Великое разделение. Неравенство в обществе, или Что делать оставшимся 99% населения? — страница 81 из 83

Сегодня происходит то, что аналогично развитию несколько десятков лет назад, в раннюю эру персональных компьютеров. В 1987 году экономист Роберт Солоу, награжденный Нобелевской премией за новаторскую работу об экономическом развитии, жаловался: «Вы увидите эру компьютеров где угодно, но не в статистике производительности». Этому есть несколько объяснений.

Возможно, ВВП действительно не выражает степень улучшения уровня жизни, которое принесла эра инноваций в области компьютеров. Или, возможно, эти инновации менее значительны, чем считают оптимисты. На самом деле, правдивы оба предположения.

Вспомните, как несколько лет назад, как раз перед крахом Lehman Brothers, финансовый сектор хвалился своими инновационными идеями. Учитывая, что финансовые институты привлекали лучшие и самые блистательные умы со всего света, странно было бы ожидать чего-то меньшего. Но при более детальном рассмотрении становится ясно, что большая часть этих инноваций предназначена для обмана других, манипулирования рынками без последствий (по крайней мере, достаточно долгое время) и использования сил рынка.

В этот период, когда ресурсы текли рекой в этот «инновационный» сектор, рост ВВП был заметно ниже, чем раньше. Даже в лучшие времена он не приводил к улучшению уровня жизни (за исключением банкиров), а со временем привел к кризису, от которого мы все еще не можем оправиться. Итоговый вклад в общество всеми этими «инновациями» был негативным.

Аналогично, пузырь доткомов, предварявший этот период, характерен инновациями – веб-сайты, через которые можно было заказать собачий корм или безалкогольные напитки, не выходя из дома. По крайней мере, этот период оставил после себя эффективные поисковые системы и оптоволоконную инфраструктуру. Но непросто оценить, каким образом экономия времени путем покупок онлайн или денег благодаря увеличению конкуренции (сравнивать цены в сети гораздо проще) влияет на наш уровень жизни.

Две вещи ясны. Во-первых, прибыльность инновации может быть хорошей мерой ее общего вклада в наш уровень жизни. В нашей экономике, в которой победитель получает все, первопроходец, создавший лучший веб-сайт для интернет-продажи и доставки корма для собак и привлекший по всему миру тех, кто хотел бы заказать собачью еду, получит огромную прибыль в процессе. Но без услуг доставки большая часть этой прибыли просто ушла бы к другим. Общий вклад Интернета в экономическое развитие, на самом деле, может быть относительно небольшим.

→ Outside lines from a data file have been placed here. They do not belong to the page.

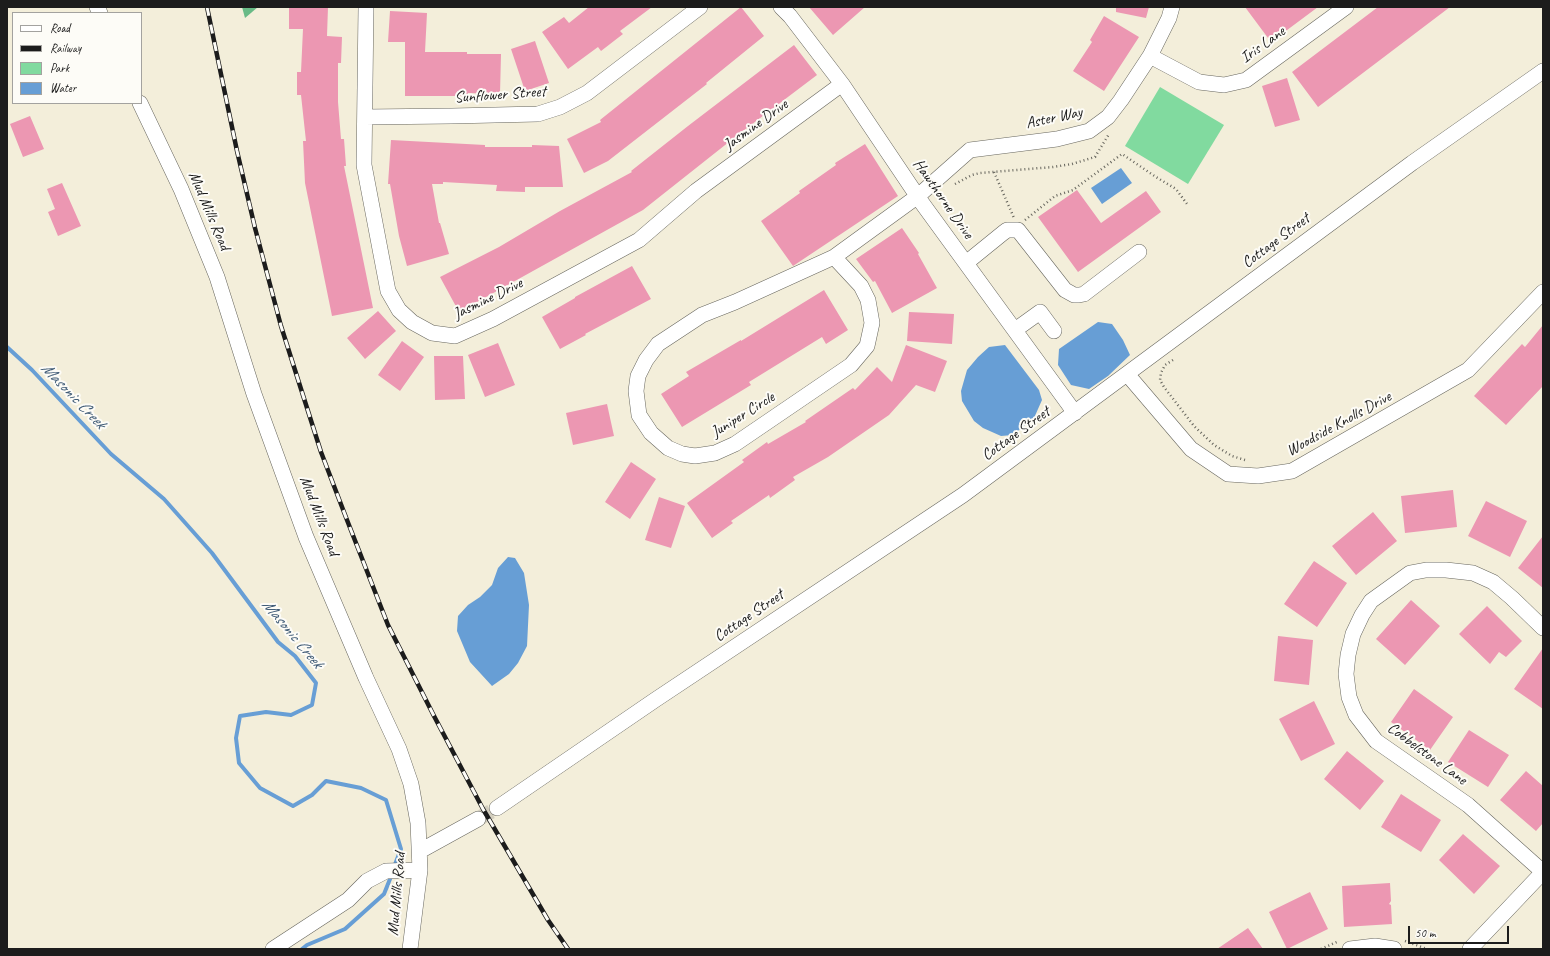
<!DOCTYPE html>
<html>
<head>
<meta charset="utf-8">
<style>
  body { margin:0 }
  #map { position:relative; width:1550px; height:956px; overflow:hidden; background:#f3eeda; font-family:Caveat,sans-serif }
  canvas { display:block }
  .frame { position:absolute; inset:0; border:8px solid #1c1c1c; pointer-events:none }
  .legend { position:absolute; left:12px; top:12px; width:130px; height:92px; box-sizing:border-box; background:#fdfcf7; border:1px solid #a3a29f; margin:0; padding:5px 7px; list-style:none; font-size:12px; color:#1c1c1c }
  .legend li { display:flex; align-items:center; gap:8px; height:20px }
  .legend b { width:20px; border:1px solid #a3a29f }
  .scale { position:absolute; left:1408px; top:926px; width:101px; height:18px; box-sizing:border-box; border:2px solid #1c1c1c; border-top:0; padding-left:5px; font-size:12px; line-height:14px; white-space:nowrap; color:#1c1c1c; -webkit-text-stroke:3px #fdfcf7; paint-order:stroke }
</style>
</head>
<body>
<div id="map">
<canvas width="1550" height="956"></canvas>
<div class="frame"></div>
<ul class="legend">
<li><b style="height:5px;background:#fff"></b>Road</li>
<li><b style="height:5px;background:#1c1c1c"></b>Railway</li>
<li><b style="height:11px;background:#81da9f"></b>Park</li>
<li><b style="height:11px;background:#679ed5"></b>Water</li>
</ul>
<div class="scale">50 m</div>
</div>
<script>
const ctx = document.querySelector('canvas').getContext('2d');
ctx.lineJoin = 'round';
function fillPath(path, color) {
  ctx.fillStyle = color;
  ctx.fill(path, 'evenodd');
}
function poly(rows) {
  const path = new Path2D();
  for (const r of rows) {
    path.moveTo(r[0], r[1]);
    for (let i = 2; i < r.length; i += 2) path.lineTo(r[i], r[i + 1]);
  }
  return path;
}
function strokePath(path, color, width, dash) {
  ctx.strokeStyle = color;
  ctx.lineWidth = width;
  ctx.lineCap = dash ? 'butt' : 'round';
  ctx.setLineDash(dash || []);
  ctx.stroke(path);
}
function drawText(font, color, halo, rows, align = 'center') {
  ctx.font = font + ' Caveat,sans-serif';
  ctx.lineWidth = 4;
  ctx.setLineDash([]);
  ctx.textBaseline = 'middle';
  ctx.strokeStyle = halo;
  ctx.fillStyle = color;
  for (const [text, x, y, turn = 0] of rows) {
    ctx.save();
    ctx.translate(x, y);
    ctx.rotate((+turn || 0) * Math.PI / 180);
    ctx.textAlign = isNaN(turn) ? turn : align;
    if (halo) ctx.strokeText(text, 0, 0);
    ctx.fillText(text, 0, 0);
    ctx.restore();
  }
}
fillPath(poly([
  [1160,87,1224,125,1188,184,1125,146]
]), '#81da9f');
fillPath(poly([
  [242,7,258,7,245,18]
]), '#68ba86');
fillPath(poly([
  [1121,168,1132,183,1102,204,1091,188],
  [1098,322,1112,324,1123,340,1130,355,1108,376,1089,389,1071,385,1058,365,1059,349],
  [1005,345,1039,390,1042,400,1034,418,1013,435,1001,436,983,428,974,421,962,401,961,391,967,370,978,357,989,347],
  [508,557,515,558,524,573,529,605,527,646,518,663,509,674,492,686,470,662,457,631,458,616,468,605,480,597,492,585,498,568]
]), '#679ed5');
strokePath(poly([
  [7,347,32,370,111,454,164,499,212,553,278,642,295,656,316,683,312,705,291,715,266,712,240,716,236,738,239,763,260,788,293,806,312,795,326,781,361,788,386,800,401,849,394,867],
  [302,949,307,945,345,929,384,894,392,874]
]), '#679ed5', 4);
fillPath(poly([
  [289,7,328,7,327,36,342,37,341,63,338,63,338,102,341,139,344,139,346,166,344,166,373,308,332,316,305,183,303,141,306,141,301,95,297,95,297,72,301,72,303,29,289,29],
  [589,7,652,7,620,31,623,34,601,51,598,47,568,69,542,32,564,17,569,23],
  [741,7,764,36,706,83,707,84,608,161,584,173,567,139,601,122,600,120],
  [809,7,865,7,833,35],
  [1116,7,1149,7,1146,18,1116,12],
  [1245,7,1318,7,1271,42],
  [1378,7,1450,7,1318,107,1292,72],
  [390,11,427,13,425,52,467,52,467,54,501,54,500,94,468,93,468,96,405,96,405,42,388,42],
  [1104,16,1139,37,1104,91,1073,71,1092,42,1090,40],
  [535,41,549,83,525,91,511,49],
  [794,45,817,75,739,134,643,210,459,312,440,277,499,247,560,211,632,172,631,171,688,126],
  [1287,78,1300,120,1275,127,1262,86],
  [30,116,44,149,23,157,10,124],
  [391,140,485,145,485,147,532,147,532,145,559,146,563,187,525,187,525,192,496,191,497,185,443,182,443,184,432,184,439,223,440,223,449,254,407,266,399,236,390,184,388,184],
  [865,144,898,196,793,266,761,221,800,193,799,191,836,165,835,163],
  [62,183,81,226,58,236,48,212,55,209,47,189],
  [1077,190,1101,223,1146,191,1161,212,1078,272,1038,217],
  [902,228,919,253,918,254,937,288,892,313,875,281,873,282,856,259],
  [632,266,651,299,585,334,586,335,560,349,542,317,575,298,575,297],
  [824,290,848,330,826,344,822,337,749,382,751,385,682,427,661,394,689,376,686,372,741,340,741,341],
  [378,311,396,331,365,359,347,338],
  [909,312,954,314,952,344,907,341],
  [1543,325,1543,386,1506,425,1474,396,1522,344,1525,347],
  [402,341,424,357,400,391,378,375],
  [498,343,515,385,485,397,468,355],
  [906,345,947,361,935,392,916,385,889,415,828,457,793,477,795,480,770,498,769,495,731,521,733,523,712,538,687,503,744,462,742,460,767,442,768,444,806,422,805,421,853,388,855,390,877,367,892,382],
  [434,356,463,356,465,399,435,400],
  [607,404,614,436,573,445,566,413],
  [631,462,656,479,630,519,605,502],
  [1453,490,1457,527,1405,533,1401,496],
  [659,497,685,506,671,548,645,540],
  [1486,501,1527,521,1510,557,1468,536],
  [1373,512,1397,541,1356,575,1332,546],
  [1543,536,1543,588,1518,568],
  [1314,561,1347,583,1317,627,1284,604],
  [1411,600,1440,626,1405,665,1376,639],
  [1487,606,1522,641,1506,657,1499,652,1490,664,1459,634],
  [1278,636,1313,640,1309,685,1274,681],
  [1543,648,1543,709,1514,689],
  [1414,689,1453,717,1430,750,1391,722],
  [1314,701,1335,744,1301,761,1279,719],
  [1469,730,1509,755,1488,787,1448,762],
  [1347,751,1384,781,1360,810,1324,779],
  [1526,771,1543,786,1543,823,1536,831,1500,800],
  [1401,794,1441,820,1421,852,1381,827],
  [1463,834,1500,866,1474,894,1439,860],
  [1390,883,1391,901,1389,904,1391,905,1392,924,1344,927,1342,886],
  [1310,892,1328,929,1287,949,1269,912],
  [1248,928,1263,949,1217,949]
]), '#ec97b2');
strokePath(poly([
  [478,819,497,808]
]), '#d3cebe', 15, [15, 8]);
const minor = poly([
  [97,7,100,13],
  [366,7,364,165,388,291,399,310,412,322,432,333,455,336,493,319,639,240,696,191,842,84],
  [781,7,790,16,842,84,922,203,1075,413],
  [1150,56,1199,82,1224,85,1246,80,1346,7],
  [140,103,181,189,217,277,254,394,306,537,366,678,399,749,411,784,418,823,420,870,410,949],
  [365,117,452,116,538,114,560,107,587,93,700,7],
  [834,257,861,286,868,300,872,323,867,346,851,365,735,444,715,453,695,456,682,454,668,448,651,433,639,415,636,391,638,376,646,360,658,344,702,315,735,302,834,257,918,196,970,150,1057,139,1089,131,1108,117,1121,100,1150,56,1169,18,1172,7],
  [966,263,1003,233,1007,230,1018,230,1065,290,1074,295,1079,295,1084,294,1139,252],
  [1015,330,1040,312,1054,331],
  [1127,374,1191,449,1228,474,1258,476,1292,471,1468,370,1543,292],
  [497,808,655,700,963,495,1412,163,1543,71],
  [420,851,478,819],
  [1543,872,1468,805,1376,741,1356,715,1349,697,1346,674,1348,655,1353,634,1362,615,1371,601,1410,573,1426,570,1446,570,1473,573,1493,582,1512,598,1543,628],
  [273,949,348,900,367,881,386,871,420,870],
  [1350,949,1375,946,1394,949],
  [1470,949,1543,872]
]);
strokePath(minor, '#67665e', 16);
strokePath(poly([
  [994,172,1014,218],
  [955,184,972,175,980,173,1053,167,1072,164,1095,157,1109,134],
  [1025,220,1055,196,1073,190,1122,154,1156,177,1176,189,1187,204],
  [1173,360,1165,365,1161,373,1160,380,1164,387,1194,426,1214,445,1232,456,1245,460],
  [1405,941,1427,949],
  [1321,949,1339,941]
]), '#67665e', 2.5, [1, 3]);
strokePath(minor, '#fff', 15);
const rail = poly([
  [207,7,237,151,255,228,281,326,321,452,347,520,388,625,434,716,483,809,548,920,568,949]
]);
strokePath(rail, '#1c1c1c', 4.5);
strokePath(rail, '#fdfcf7', 3, [9]);
drawText('16px', '#1c1c1c', '#fdfcf7', [
  ["Iris Lane",1263,45,-36],
  ["Sunflower Street",500,95,-4],
  ["Aster Way",1054,118,-12],
  ["Jasmine Drive",756,125,-36],
  ["Hawthorne Drive",943,199,55],
  ["Mud Mills Road",209,211,67],
  ["Cottage Street",1276,241,-37],
  ["Jasmine Drive",488,299,-26],
  ["Juniper Circle",743,415,-32],
  ["Woodside Knolls Drive",1339,424,-29],
  ["Cottage Street",1016,434,-36],
  ["Mud Mills Road",319,516,69],
  ["Cottage Street",749,616,-34],
  ["Cobbelstone Lane",1427,754,36],
  ["Mud Mills Road",397,894,-85]
]);
drawText('italic 17px', '#425d78', '#fdfcf7', [
  ["Masonic Creek",73,396,46],
  ["Masonic Creek",292,634,50]
]);
</script>
</body>
</html>
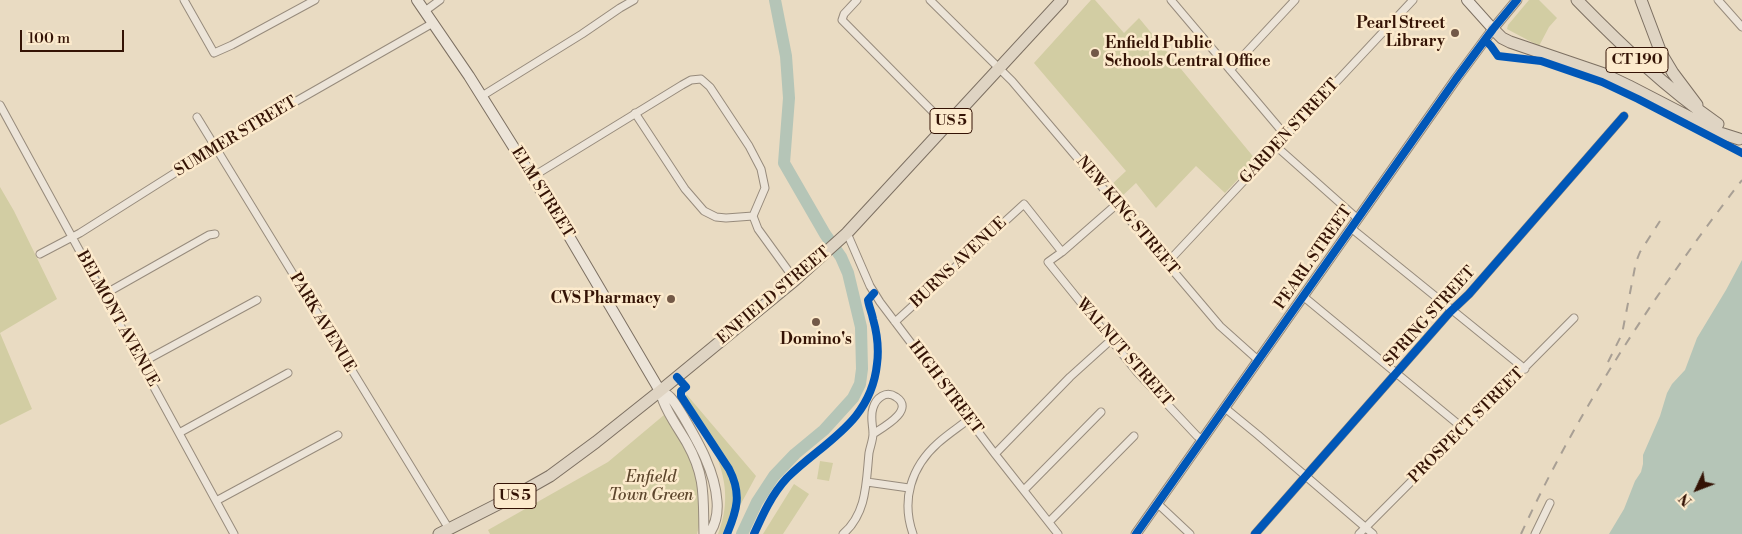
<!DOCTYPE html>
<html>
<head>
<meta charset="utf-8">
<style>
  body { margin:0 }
  #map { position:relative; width:1742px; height:534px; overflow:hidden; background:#e9dbc2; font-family:"Libre Bodoni",serif }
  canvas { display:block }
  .north { position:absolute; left:1672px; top:464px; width:50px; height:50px; -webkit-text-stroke:4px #fceacc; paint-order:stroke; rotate:227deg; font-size:14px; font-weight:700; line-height:20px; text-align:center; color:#341305 }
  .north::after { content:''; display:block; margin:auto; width:18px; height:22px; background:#341305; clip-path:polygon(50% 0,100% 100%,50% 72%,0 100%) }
  .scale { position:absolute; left:20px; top:30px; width:104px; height:22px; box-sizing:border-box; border:2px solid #341305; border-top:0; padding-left:6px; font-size:15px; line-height:18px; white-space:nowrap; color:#341305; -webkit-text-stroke:4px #fceacc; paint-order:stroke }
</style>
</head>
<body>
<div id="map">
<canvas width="1742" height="534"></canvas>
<div class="north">N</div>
<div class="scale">100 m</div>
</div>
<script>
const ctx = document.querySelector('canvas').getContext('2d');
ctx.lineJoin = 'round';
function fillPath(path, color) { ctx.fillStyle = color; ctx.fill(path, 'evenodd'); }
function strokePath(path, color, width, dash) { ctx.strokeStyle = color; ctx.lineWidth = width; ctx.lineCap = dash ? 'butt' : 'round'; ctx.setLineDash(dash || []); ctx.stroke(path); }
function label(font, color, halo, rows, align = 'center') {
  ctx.font = font + ' "Libre Bodoni",serif'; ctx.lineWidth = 5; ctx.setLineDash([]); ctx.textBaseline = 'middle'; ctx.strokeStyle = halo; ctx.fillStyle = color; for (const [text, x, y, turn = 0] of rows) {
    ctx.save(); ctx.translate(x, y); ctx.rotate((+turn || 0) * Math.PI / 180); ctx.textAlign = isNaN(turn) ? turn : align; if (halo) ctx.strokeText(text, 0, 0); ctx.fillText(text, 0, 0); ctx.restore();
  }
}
fillPath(new Path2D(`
  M1091 0H1095L1124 33 1139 18 1256 160 1225 193 1196 166 1156 208 1136 183 1120 198 1110 186 1126 171 1034 63Z
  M1529 0H1539L1557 18 1549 27 1539 46 1507 29 1508 25Z
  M0 187 14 211 57 299 0 333 32 409 0 425Z
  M687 395 756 476 737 511 727 534H718C739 482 711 440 683 398Z
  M664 415C672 428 682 440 689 454 701 477 705 509 697 534H490L488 530 608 462Z
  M820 461 833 463 829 481 817 479Z
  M794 484 809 494 783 534H763Z`), '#d2cda3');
fillPath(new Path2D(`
  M1742 260V534H1609L1624 509 1635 481 1641 472 1643 464V455L1660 416 1667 393 1672 384 1685 370 1697 338 1726 290Z`), '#b5c5b7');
strokePath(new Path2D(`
  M742 534 757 502 774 476 795 454 824 430 853 398 860 384 862 369 861 327 848 273 841 257 825 234 784 163 789 98 786 56 775 0`), '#b5c5b7', 12);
const minor = new Path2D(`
  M184 0 214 53 232 45 315 0
  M857 0 844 14 842 20 947 126
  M930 0 1012 81 1220 326 1258 360
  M1171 0 1286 136
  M1718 0 1742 27
  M425 11 440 0
  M1230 70 1295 0
  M482 96 582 34 620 8 634 0
  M0 105 234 534
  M635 113 685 189 704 211 716 217 726 218 753 216
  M197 117 449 529
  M1277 147 1358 219
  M532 177 682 85 691 80 701 79 710 87 749 146 761 169 765 188 753 216
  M1117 204 1062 252 1048 262 1137 372 1197 436 1203 440
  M753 216 758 229 795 280
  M1351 228 1525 369
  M847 233 870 286 880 302 995 454 1058 534
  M40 254 80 233 216 147 433 23
  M1167 263 1413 0
  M103 295 209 235 215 234
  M1304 297 1464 429
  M895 322 1024 204 1062 252
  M141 363 257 300
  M1225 408 1258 435 1373 534
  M179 433 288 373
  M995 454 1070 377 1111 340
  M867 482 909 488
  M1024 490 1101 412
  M216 501 338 435
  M1157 503 1190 534
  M1049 522 1134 436
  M843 534C867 513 866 483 869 453 870 447 873 440 873 434 873 425 870 417 873 408 876 398 886 390 896 397 916 410 882 428 873 434
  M913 534C901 500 911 467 938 443 948 434 959 427 969 419
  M1255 534 1449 313 1469 294 1624 116
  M1359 534 1574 318
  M1535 534 1550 503`);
const tertiary = new Path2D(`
  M660 391C663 393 668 394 670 397 675 402 679 410 683 416 698 442 715 471 717 501 718 513 716 524 709 534
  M660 391C665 410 677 426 687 443 706 477 703 497 704 534
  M1136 534 1456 79 1493 29 1517 0`);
const secondary = new Path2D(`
  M417 0 469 76 563 226 660 391
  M1467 0 1493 29`);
const primary = new Path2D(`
  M1577 0C1621 45 1666 88 1718 124
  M1641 0 1661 53 1673 73 1697 105
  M1493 29 1502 38 1510 42 1604 74 1629 86 1720 133 1739 139
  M439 534 520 493 550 476 596 442 660 391 795 280 847 233 1062 0`);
strokePath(minor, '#978b7c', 9);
strokePath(tertiary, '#978b7c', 11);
strokePath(secondary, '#7d7062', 12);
strokePath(primary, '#7d7062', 13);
strokePath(minor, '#ece4d8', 7);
strokePath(tertiary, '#ece4d8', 9);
strokePath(secondary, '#ece4d8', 10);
strokePath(primary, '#dfd4c3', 11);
strokePath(new Path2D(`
  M1608 362 1622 334 1636 262 1640 252 1660 221
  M1521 534C1579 408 1657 290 1742 180`), '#a89f94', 2, [9, 9]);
strokePath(new Path2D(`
  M1485 40 1491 46 1498 56 1541 61 1602 82 1638 99 1742 153
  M677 377 686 387 681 391V396L729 469C742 494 737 510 727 534
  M754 534C763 514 772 494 787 478 823 442 871 423 877 364 879 349 877 333 873 319 872 313 869 307 868 300L874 293
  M1136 534 1456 79 1493 29 1517 0
  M1255 534 1449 313 1469 294 1624 116`), '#0057b8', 8);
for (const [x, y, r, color] of [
  [1455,33,5,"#735947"],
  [1095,53,5,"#735947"],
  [671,299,5,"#735947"],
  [816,322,5,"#735947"]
]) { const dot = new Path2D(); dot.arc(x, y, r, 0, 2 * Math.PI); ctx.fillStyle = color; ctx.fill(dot); strokePath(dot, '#fceacc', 2); }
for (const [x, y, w] of [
  [1637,60,62],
  [951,121,42],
  [515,496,42]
]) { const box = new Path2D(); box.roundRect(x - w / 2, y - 12.5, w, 25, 4); ctx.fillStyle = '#fceacc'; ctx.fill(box); strokePath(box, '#341305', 1); }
label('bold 15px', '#341305', null, [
  ["CT 190",1637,60],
  ["US 5",951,121],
  ["US 5",515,496]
]);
label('bold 16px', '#341305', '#fceacc', [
  ["Pearl Street",1445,24],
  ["Library",1445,42],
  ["Enfield Public",1105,44,"left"],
  ["Schools Central Office",1105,62,"left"],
  ["CVS Pharmacy",661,299],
  ["Domino's",816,340,"center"]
], 'right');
label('16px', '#341305', '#fceacc', [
  ["GARDEN STREET",1290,132,-47],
  ["SUMMER STREET",236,137,-31],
  ["ELM STREET",542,193,58],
  ["NEW KING STREET",1127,216,50],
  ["PEARL STREET",1314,258,-55],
  ["BURNS AVENUE",959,263,-43],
  ["ENFIELD STREET",774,296,-40],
  ["SPRING STREET",1430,317,-48],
  ["BELMONT AVENUE",117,319,61],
  ["PARK AVENUE",322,323,59],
  ["WALNUT STREET",1124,353,49],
  ["HIGH STREET",945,388,53],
  ["PROSPECT STREET",1467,426,-45]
]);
label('italic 16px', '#5e472d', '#fceacc', [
  ["Enfield",651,478],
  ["Town Green",651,496]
]);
</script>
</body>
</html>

Более того, если инновации вроде банкоматов приводят к повышению безработицы, ни количество пострадавших из-за увольнения, ни увеличение бюджетных затрат на пособие по безработице не отражаются на прибыльности фирмы. Подобным образом наша мера ВВП не выражает затрат из-за усугубления неуверенности людей, связанного с риском потери работы. И то и другое важно, но ВВП не выражает улучшение благосостояния населения, вызванное инновациями.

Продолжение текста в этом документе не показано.